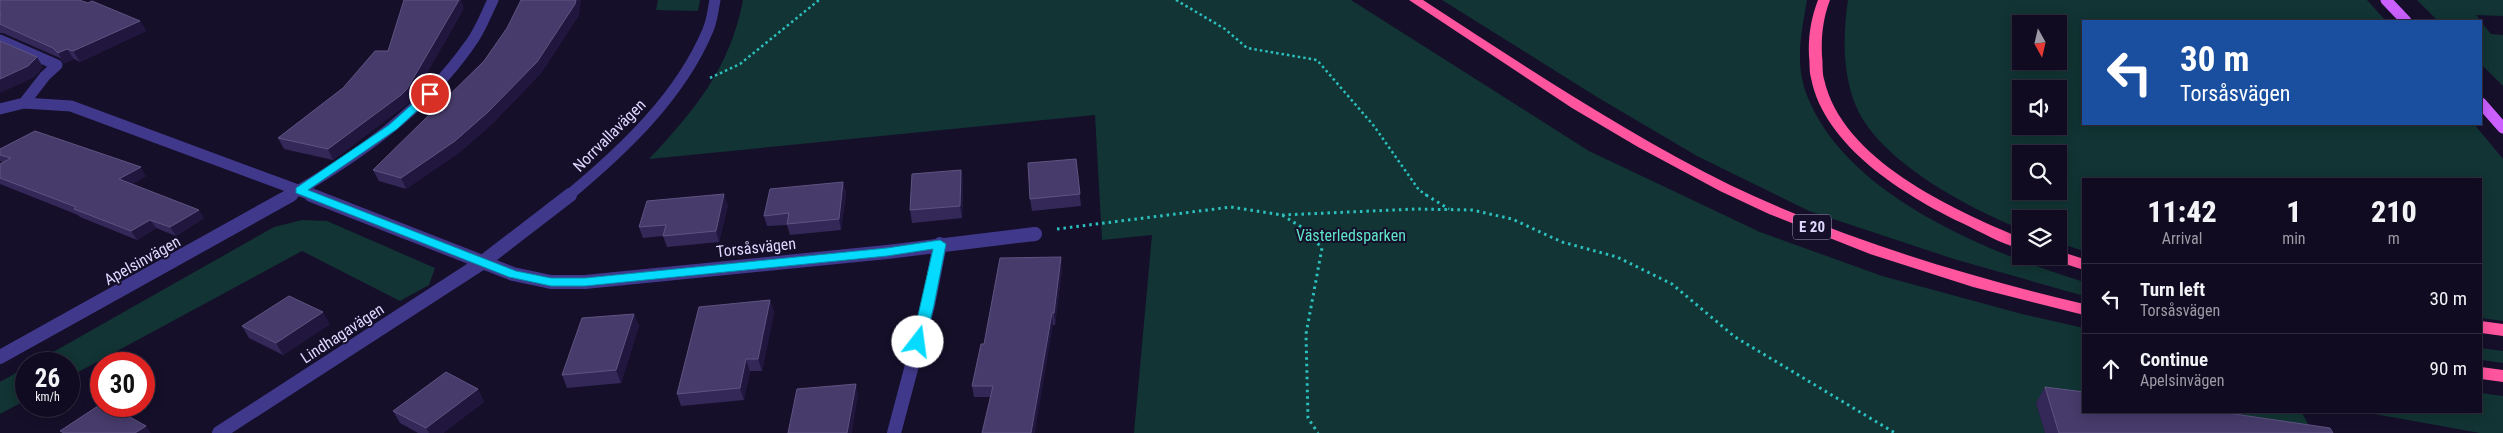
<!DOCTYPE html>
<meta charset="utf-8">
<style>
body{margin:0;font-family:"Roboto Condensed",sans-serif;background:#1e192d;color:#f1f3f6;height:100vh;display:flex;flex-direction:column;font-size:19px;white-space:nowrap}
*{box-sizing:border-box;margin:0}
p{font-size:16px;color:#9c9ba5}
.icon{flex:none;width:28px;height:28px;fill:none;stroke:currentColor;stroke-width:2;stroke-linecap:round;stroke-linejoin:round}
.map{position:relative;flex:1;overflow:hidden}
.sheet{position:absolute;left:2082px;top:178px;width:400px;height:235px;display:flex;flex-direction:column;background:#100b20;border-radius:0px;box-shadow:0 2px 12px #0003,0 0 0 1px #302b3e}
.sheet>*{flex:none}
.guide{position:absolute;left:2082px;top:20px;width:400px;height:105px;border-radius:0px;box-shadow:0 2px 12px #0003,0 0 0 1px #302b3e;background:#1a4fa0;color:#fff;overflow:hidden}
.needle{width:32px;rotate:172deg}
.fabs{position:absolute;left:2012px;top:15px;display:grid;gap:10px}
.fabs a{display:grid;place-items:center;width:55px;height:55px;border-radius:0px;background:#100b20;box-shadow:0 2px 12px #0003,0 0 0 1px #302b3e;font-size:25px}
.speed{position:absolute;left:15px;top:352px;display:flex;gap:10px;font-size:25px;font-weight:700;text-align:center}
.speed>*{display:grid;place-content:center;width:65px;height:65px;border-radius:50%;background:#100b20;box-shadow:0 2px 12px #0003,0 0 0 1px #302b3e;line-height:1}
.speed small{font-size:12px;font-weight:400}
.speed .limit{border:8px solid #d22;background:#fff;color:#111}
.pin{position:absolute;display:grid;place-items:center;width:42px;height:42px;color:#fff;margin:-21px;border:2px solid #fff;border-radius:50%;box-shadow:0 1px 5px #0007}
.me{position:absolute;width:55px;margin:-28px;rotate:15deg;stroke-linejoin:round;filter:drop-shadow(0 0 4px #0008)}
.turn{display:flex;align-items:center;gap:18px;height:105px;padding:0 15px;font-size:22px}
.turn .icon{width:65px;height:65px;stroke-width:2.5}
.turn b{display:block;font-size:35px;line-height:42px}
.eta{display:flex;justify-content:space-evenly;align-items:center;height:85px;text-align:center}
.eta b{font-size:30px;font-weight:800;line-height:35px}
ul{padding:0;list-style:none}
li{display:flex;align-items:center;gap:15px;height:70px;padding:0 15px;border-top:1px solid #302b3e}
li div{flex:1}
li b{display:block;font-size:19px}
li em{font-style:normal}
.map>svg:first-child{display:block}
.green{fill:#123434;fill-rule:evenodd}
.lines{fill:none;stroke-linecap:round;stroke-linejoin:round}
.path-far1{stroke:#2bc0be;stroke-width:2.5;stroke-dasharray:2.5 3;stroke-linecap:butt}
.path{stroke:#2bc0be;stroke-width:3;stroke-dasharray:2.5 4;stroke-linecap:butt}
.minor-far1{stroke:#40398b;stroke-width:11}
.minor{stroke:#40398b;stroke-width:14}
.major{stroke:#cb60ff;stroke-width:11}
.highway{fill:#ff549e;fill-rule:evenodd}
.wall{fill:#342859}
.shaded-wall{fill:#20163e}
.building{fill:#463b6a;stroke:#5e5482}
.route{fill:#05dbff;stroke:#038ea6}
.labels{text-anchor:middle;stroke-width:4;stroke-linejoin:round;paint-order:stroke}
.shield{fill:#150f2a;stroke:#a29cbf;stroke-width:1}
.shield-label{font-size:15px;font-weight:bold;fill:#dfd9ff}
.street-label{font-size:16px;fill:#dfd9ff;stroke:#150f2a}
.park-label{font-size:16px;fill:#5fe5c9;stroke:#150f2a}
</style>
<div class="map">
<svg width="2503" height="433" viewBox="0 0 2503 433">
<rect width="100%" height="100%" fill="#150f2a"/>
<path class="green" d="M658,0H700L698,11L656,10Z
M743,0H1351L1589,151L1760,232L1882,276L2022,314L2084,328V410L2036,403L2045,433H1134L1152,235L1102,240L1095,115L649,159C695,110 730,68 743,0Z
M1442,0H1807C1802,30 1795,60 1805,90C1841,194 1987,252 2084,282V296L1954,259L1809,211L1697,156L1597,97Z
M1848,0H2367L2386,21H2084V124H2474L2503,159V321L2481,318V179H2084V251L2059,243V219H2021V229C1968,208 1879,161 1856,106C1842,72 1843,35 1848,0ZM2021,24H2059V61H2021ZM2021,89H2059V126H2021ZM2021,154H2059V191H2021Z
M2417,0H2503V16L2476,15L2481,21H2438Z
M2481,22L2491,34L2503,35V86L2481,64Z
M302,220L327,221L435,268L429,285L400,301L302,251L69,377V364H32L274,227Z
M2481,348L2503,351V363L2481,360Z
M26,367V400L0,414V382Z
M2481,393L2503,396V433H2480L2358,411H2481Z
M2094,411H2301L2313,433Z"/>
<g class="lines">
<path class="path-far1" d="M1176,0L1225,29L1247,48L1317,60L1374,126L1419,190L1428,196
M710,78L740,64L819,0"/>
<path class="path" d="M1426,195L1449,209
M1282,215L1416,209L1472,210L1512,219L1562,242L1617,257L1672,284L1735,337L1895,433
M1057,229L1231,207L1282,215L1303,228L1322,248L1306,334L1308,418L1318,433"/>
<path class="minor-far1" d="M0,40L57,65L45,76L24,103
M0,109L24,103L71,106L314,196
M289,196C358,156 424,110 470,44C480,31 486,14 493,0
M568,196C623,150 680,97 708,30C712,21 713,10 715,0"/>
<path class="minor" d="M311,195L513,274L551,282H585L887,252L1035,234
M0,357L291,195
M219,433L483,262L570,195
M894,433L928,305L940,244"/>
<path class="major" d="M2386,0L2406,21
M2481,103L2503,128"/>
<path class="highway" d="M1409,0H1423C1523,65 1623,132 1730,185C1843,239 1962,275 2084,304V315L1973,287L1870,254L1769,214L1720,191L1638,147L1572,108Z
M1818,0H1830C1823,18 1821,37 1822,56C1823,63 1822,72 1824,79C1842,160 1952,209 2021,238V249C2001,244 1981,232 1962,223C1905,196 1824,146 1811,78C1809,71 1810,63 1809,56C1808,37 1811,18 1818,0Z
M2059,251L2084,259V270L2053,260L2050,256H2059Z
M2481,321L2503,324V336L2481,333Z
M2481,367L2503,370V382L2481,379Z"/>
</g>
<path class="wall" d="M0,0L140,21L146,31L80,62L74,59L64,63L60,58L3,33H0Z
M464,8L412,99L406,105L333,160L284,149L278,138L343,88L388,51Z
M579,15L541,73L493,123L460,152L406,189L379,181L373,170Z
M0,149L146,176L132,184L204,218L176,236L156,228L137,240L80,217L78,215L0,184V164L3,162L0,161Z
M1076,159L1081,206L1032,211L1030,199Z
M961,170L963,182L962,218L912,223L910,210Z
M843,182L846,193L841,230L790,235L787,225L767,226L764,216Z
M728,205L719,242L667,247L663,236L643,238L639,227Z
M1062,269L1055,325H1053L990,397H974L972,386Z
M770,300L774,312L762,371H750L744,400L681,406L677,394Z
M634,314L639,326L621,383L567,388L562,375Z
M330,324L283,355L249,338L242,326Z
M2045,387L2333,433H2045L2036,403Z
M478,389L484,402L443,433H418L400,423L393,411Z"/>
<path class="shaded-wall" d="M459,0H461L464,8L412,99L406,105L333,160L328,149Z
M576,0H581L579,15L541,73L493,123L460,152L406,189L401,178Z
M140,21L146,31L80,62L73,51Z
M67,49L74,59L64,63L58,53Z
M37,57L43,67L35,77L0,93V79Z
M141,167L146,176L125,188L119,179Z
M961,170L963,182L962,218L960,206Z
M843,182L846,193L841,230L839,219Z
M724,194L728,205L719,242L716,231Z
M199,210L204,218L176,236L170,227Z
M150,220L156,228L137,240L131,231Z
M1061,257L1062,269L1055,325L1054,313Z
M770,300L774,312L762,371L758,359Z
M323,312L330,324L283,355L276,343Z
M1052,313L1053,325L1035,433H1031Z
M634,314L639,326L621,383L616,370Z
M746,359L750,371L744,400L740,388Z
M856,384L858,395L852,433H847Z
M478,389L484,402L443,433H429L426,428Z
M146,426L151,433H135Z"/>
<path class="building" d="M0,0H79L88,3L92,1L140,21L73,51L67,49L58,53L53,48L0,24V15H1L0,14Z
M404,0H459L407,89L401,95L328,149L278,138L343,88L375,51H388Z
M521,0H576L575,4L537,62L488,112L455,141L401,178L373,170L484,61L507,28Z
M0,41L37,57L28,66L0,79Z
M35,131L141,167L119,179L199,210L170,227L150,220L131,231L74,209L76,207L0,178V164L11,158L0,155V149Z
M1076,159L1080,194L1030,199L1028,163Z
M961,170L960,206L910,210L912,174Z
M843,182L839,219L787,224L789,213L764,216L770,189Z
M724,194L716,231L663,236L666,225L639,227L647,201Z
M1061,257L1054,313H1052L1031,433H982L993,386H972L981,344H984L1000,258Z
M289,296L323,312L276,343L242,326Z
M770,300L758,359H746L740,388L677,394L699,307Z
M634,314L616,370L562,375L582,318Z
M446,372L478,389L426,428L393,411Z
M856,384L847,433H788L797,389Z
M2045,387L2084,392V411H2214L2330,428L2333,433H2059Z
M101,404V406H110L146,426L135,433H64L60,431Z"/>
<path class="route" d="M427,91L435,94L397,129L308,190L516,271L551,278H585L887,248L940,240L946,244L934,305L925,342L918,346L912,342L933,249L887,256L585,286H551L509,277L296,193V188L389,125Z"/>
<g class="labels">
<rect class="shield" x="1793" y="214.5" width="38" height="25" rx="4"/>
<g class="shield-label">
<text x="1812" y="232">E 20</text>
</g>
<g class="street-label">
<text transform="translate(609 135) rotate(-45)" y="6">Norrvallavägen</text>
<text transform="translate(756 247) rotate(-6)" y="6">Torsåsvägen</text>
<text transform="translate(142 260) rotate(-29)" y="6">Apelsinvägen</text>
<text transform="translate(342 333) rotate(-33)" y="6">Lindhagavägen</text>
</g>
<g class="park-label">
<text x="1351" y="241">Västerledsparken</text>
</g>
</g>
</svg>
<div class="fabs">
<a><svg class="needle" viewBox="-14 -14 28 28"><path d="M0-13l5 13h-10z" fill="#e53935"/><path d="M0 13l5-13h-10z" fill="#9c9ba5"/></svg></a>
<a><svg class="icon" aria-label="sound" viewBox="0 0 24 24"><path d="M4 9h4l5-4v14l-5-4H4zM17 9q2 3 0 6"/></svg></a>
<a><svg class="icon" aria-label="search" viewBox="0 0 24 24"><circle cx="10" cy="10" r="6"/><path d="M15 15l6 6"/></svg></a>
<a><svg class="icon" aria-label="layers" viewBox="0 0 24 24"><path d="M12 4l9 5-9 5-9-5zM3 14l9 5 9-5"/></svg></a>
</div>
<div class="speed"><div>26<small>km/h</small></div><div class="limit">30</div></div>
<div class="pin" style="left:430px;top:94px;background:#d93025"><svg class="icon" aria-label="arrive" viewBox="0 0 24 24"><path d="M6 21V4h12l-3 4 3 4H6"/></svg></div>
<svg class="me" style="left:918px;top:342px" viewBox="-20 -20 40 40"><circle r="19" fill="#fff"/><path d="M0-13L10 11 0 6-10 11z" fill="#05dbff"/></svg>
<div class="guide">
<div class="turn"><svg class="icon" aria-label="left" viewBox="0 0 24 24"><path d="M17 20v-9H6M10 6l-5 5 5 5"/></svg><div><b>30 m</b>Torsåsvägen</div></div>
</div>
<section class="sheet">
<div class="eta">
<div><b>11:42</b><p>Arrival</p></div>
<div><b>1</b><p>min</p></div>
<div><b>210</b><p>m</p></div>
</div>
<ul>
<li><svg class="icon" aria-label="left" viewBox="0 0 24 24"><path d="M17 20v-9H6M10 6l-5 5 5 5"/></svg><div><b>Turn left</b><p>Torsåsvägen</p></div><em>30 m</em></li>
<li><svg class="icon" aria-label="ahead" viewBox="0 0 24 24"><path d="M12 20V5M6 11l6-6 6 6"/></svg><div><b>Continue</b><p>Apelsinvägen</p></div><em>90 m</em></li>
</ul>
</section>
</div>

· · · ·

__ASSIGNED TASK__
Everything from the line containing "<div><b>210</b><p>m</p></div>" to the end of the records must be written out exactly; include both of those lines and no others.

__RESULT FOR THIS EXERCISE__
<div><b>210</b><p>m</p></div>
</div>
<ul>
<li><svg class="icon" aria-label="left" viewBox="0 0 24 24"><path d="M17 20v-9H6M10 6l-5 5 5 5"/></svg><div><b>Turn left</b><p>Torsåsvägen</p></div><em>30 m</em></li>
<li><svg class="icon" aria-label="ahead" viewBox="0 0 24 24"><path d="M12 20V5M6 11l6-6 6 6"/></svg><div><b>Continue</b><p>Apelsinvägen</p></div><em>90 m</em></li>
</ul>
</section>
</div>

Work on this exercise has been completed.